The league of Ireland is hugely different. Yes, all of the teams will enjoy “local” support and even support from outside the parish or county boundary. But there are only 13 of the 26 counties represented in the League of Ireland.

I am sure there are Shamrock Rovers supporters in Meath and Kildare, but in general the sort of local loyalty which is in our DNA when it comes to GAA and rugby simply does not exist for at least half the counties in the republic.

If my local club Castleknock Celtic was ever to make their way into the League of Ireland, of course it would be great, I would go to see them and support the local team. I just don’t have that sort of lure to go supporting Bohemians, St Pats or Shamrock Rovers. And that is always going to be the way. The League of Ireland will just have to continue watching in envy at the crowds who attend GAA matches while their product has a relatively small support base.

But here is that contradiction I mentioned. While I might argue that I have no natural loyalty to a League of Ireland team to be attracted to going to matches, I have no problem supporting Manchester United and going over once a year to Old Trafford to cheer them on. And there are tens of thousands like me, who fly across the water with jerseys on but have never darkened the gate of a League of Ireland ground.

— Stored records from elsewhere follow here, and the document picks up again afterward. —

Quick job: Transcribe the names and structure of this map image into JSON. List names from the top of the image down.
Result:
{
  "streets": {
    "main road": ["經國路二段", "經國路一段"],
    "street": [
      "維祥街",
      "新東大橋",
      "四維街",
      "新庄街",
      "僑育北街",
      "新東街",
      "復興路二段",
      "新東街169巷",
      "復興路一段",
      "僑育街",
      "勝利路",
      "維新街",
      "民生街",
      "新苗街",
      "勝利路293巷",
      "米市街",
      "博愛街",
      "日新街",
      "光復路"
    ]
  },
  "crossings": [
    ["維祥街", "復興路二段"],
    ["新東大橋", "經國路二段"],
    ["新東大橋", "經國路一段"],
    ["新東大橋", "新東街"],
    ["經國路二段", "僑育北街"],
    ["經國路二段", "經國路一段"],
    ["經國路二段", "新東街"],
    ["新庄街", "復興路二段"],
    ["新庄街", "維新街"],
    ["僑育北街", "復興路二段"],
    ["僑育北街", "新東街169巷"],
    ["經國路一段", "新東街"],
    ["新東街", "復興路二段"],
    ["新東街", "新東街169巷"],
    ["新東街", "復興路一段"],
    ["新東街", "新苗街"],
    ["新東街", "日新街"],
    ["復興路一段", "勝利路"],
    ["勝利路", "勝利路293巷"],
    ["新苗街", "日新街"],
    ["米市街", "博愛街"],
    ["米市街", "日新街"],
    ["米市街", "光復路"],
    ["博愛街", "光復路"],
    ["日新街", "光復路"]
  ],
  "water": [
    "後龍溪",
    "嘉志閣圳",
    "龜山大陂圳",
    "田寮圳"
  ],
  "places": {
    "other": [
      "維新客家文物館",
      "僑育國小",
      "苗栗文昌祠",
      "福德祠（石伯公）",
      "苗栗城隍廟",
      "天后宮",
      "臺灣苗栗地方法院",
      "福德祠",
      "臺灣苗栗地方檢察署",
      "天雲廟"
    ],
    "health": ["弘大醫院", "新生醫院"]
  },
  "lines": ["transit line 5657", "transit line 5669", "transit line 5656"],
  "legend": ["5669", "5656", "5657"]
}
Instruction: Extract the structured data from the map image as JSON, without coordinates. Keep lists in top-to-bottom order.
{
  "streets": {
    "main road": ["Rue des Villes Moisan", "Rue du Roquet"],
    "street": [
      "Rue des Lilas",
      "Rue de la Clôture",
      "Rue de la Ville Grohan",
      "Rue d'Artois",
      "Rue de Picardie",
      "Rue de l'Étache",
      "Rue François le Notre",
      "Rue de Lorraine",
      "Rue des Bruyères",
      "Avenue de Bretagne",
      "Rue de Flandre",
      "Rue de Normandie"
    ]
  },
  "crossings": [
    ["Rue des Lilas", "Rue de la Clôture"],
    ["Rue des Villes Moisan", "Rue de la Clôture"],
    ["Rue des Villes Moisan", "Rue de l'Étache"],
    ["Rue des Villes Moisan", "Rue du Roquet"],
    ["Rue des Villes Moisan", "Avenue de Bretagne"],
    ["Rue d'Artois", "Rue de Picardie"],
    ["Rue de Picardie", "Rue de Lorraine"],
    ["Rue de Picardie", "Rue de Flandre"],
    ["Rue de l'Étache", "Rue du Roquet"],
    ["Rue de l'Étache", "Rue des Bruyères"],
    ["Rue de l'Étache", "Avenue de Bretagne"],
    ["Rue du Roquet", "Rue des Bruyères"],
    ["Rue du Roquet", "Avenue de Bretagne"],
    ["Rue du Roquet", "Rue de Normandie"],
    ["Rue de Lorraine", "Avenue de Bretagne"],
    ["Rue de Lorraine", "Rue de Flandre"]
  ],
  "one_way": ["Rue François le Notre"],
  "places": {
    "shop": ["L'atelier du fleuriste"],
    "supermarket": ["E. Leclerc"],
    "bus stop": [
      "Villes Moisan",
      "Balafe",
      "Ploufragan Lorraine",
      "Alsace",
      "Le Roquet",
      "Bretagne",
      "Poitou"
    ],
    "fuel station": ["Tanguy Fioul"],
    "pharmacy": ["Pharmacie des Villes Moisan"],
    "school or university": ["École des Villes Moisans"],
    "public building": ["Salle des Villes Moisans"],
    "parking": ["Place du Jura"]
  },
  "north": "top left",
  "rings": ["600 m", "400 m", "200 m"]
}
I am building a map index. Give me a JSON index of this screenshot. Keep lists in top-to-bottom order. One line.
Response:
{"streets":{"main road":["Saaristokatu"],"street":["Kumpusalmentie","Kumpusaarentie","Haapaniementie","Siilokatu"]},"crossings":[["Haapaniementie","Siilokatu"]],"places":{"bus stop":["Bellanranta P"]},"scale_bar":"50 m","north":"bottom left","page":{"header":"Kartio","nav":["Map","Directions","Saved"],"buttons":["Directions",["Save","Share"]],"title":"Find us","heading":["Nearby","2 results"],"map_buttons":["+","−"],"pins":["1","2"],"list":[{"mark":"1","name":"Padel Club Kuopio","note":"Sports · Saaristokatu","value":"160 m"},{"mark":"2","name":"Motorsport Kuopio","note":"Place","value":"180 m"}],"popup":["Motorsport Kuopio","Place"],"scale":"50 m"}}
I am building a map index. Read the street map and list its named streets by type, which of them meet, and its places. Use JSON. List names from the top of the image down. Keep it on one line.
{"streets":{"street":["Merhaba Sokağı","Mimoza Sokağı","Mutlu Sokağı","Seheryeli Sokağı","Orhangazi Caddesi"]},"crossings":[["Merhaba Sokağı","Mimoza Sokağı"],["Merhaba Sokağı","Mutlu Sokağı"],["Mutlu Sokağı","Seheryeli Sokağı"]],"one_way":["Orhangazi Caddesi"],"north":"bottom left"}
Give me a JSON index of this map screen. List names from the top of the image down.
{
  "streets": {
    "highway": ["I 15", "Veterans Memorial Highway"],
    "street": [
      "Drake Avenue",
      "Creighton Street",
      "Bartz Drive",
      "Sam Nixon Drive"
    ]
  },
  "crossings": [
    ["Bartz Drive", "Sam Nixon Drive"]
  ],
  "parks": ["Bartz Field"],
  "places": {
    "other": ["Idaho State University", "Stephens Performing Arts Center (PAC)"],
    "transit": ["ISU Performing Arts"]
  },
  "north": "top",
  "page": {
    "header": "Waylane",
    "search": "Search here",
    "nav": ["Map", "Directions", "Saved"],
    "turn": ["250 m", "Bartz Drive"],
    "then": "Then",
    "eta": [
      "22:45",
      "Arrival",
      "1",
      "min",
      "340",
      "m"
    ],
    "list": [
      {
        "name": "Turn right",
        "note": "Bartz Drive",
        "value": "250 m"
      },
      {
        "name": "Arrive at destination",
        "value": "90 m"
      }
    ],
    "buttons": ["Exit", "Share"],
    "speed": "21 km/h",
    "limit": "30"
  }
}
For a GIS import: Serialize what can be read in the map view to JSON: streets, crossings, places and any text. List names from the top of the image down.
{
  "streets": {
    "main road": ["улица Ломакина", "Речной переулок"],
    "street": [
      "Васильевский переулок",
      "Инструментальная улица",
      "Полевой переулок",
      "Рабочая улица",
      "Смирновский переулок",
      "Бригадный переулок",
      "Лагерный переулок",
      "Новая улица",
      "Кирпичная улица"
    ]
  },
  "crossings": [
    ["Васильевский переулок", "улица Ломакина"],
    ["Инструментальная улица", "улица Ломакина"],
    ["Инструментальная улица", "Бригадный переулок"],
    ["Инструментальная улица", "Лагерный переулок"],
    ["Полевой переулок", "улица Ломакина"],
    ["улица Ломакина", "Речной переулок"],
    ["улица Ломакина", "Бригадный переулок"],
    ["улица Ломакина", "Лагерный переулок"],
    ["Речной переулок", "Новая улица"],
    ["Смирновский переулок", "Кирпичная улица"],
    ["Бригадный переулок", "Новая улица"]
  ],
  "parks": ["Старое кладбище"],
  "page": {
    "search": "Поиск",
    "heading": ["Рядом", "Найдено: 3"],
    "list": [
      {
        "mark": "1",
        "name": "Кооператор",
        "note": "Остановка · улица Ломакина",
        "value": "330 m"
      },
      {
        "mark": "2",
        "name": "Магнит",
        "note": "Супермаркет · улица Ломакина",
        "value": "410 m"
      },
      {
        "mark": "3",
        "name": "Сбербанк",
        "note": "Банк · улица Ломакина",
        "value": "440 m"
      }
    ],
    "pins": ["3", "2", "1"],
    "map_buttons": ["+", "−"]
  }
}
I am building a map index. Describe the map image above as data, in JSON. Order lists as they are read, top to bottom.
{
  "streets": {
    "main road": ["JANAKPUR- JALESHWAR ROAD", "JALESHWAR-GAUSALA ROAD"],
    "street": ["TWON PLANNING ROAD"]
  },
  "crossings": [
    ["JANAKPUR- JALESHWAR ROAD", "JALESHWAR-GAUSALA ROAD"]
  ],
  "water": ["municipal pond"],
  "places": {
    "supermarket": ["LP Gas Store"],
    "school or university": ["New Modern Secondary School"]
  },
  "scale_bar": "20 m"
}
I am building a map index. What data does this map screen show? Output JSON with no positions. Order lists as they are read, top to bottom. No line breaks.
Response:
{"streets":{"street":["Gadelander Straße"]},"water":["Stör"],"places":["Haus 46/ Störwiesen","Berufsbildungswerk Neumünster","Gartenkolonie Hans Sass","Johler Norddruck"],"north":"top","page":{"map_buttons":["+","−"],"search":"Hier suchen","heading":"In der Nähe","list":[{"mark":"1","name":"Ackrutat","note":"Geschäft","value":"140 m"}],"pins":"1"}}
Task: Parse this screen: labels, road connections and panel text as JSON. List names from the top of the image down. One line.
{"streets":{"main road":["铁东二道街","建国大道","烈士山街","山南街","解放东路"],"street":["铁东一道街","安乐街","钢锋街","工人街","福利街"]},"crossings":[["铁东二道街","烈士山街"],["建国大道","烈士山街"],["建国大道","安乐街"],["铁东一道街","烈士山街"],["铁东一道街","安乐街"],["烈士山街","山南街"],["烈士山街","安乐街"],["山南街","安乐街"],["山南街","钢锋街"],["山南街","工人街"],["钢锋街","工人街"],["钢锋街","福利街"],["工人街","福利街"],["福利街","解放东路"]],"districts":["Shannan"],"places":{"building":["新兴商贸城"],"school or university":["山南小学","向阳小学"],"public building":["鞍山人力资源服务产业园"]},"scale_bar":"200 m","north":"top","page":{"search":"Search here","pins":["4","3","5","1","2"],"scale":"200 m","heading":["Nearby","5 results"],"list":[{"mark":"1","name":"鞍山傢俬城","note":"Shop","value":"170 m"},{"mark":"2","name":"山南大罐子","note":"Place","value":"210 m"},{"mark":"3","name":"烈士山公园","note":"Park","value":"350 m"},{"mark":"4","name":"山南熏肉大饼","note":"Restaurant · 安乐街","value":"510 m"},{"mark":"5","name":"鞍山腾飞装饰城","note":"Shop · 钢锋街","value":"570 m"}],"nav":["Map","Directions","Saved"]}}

So in fairness, you can appreciate why diehard League of Ireland fans get frustrated. CL

Should Michael D

get another term?

I don’t think anybody would say Michael D Higgins has not been a very good president, no matter how that might be measured.

And so you could argue that he should be allowed serve a second term if he so wishes, unopposed.

He said he would only serve one term. He may have changed his mind.

But what sort of a democracy means that some citizens will be in their early 30s before they get the chance to vote for their President?